■ Input data
⟨

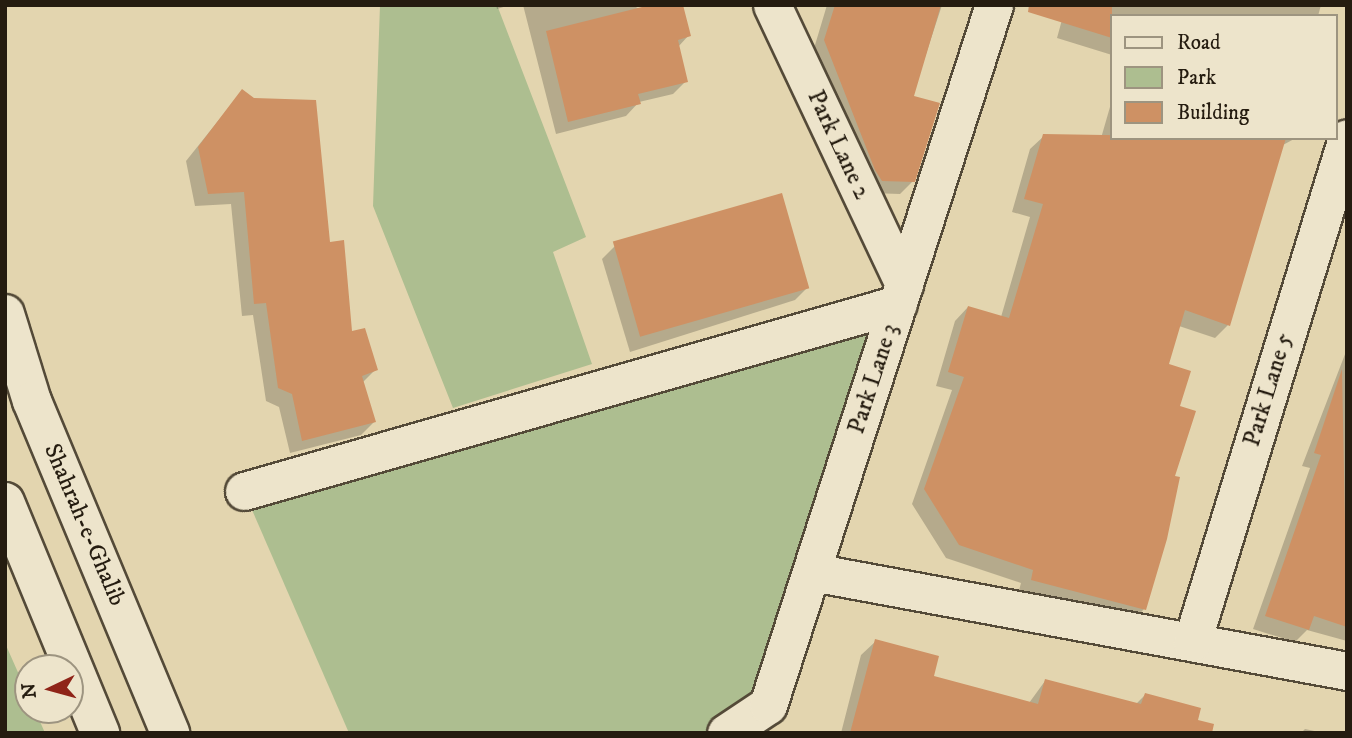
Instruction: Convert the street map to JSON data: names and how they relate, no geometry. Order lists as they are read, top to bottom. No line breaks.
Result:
{"streets":{"main road":["Shahrah-e-Ghalib"],"street":["Park Lane 2","Park Lane 3","Park Lane 5"]},"crossings":[["Park Lane 2","Park Lane 3"]],"legend":["Road","Park","Building"],"north":"left"}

⟩

■ What the exercise asks
The whole listing above must be duplicated word for word, apart from its pictures.

■ The completed task
Instruction: Convert the street map to JSON data: names and how they relate, no geometry. Order lists as they are read, top to bottom. No line breaks.
Result:
{"streets":{"main road":["Shahrah-e-Ghalib"],"street":["Park Lane 2","Park Lane 3","Park Lane 5"]},"crossings":[["Park Lane 2","Park Lane 3"]],"legend":["Road","Park","Building"],"north":"left"}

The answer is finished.